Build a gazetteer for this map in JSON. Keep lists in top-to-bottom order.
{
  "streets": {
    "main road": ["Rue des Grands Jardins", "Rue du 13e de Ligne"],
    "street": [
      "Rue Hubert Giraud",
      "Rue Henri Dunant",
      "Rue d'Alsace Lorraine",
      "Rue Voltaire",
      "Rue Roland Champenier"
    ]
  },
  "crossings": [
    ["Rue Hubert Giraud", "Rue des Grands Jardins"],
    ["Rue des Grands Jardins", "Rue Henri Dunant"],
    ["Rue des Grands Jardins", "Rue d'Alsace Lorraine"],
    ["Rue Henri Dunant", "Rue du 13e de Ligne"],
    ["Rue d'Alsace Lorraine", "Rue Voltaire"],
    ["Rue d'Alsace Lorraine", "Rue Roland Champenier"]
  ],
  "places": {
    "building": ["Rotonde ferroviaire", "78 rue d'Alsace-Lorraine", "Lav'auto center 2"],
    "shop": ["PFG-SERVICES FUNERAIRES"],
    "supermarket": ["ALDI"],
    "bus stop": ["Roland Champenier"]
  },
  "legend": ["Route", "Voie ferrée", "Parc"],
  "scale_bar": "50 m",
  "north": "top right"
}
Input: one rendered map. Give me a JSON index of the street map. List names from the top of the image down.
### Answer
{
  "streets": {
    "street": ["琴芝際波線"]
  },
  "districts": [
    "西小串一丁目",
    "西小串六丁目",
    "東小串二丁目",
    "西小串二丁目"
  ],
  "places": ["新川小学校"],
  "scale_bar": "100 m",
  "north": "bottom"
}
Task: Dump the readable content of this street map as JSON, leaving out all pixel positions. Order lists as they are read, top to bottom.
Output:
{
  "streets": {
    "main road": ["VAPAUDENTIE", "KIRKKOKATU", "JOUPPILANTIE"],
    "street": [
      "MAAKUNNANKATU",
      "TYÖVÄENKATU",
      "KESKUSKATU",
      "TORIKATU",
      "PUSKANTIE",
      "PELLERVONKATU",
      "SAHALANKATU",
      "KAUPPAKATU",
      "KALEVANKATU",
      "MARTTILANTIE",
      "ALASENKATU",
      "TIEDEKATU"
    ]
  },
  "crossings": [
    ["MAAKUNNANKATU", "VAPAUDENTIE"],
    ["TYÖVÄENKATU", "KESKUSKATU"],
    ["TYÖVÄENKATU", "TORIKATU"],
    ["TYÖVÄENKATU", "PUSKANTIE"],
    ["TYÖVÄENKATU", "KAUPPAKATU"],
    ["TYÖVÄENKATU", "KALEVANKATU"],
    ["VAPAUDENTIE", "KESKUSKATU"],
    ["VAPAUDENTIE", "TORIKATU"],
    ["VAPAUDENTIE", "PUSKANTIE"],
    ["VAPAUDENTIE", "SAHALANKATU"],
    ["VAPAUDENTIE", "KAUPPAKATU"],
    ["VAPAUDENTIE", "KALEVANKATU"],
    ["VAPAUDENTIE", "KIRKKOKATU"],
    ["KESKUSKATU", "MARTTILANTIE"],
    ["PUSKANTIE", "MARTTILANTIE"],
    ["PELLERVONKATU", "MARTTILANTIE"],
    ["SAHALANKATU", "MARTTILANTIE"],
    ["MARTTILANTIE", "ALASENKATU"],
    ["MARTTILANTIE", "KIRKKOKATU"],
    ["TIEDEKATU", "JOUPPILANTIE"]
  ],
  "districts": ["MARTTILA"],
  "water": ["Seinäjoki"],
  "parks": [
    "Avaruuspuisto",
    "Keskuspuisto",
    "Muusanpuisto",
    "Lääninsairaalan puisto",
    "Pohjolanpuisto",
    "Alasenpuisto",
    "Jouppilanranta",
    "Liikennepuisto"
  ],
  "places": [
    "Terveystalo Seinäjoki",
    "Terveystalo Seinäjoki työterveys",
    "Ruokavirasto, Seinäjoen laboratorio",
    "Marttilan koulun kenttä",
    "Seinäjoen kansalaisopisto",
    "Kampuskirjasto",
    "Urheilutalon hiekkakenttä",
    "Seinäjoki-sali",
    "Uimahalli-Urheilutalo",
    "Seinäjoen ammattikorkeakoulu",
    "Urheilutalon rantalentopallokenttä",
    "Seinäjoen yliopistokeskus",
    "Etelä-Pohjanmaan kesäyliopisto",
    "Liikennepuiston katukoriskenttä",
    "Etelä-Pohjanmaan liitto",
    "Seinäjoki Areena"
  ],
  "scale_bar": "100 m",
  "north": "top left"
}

◆ TRY IT
In the material above, find each line that contains the word "Seinäjoen", and select it.

◆ EXERCISE ANSWER
    "Ruokavirasto, Seinäjoen laboratorio",
    "Seinäjoen kansalaisopisto",
    "Seinäjoen ammattikorkeakoulu",
    "Seinäjoen yliopistokeskus",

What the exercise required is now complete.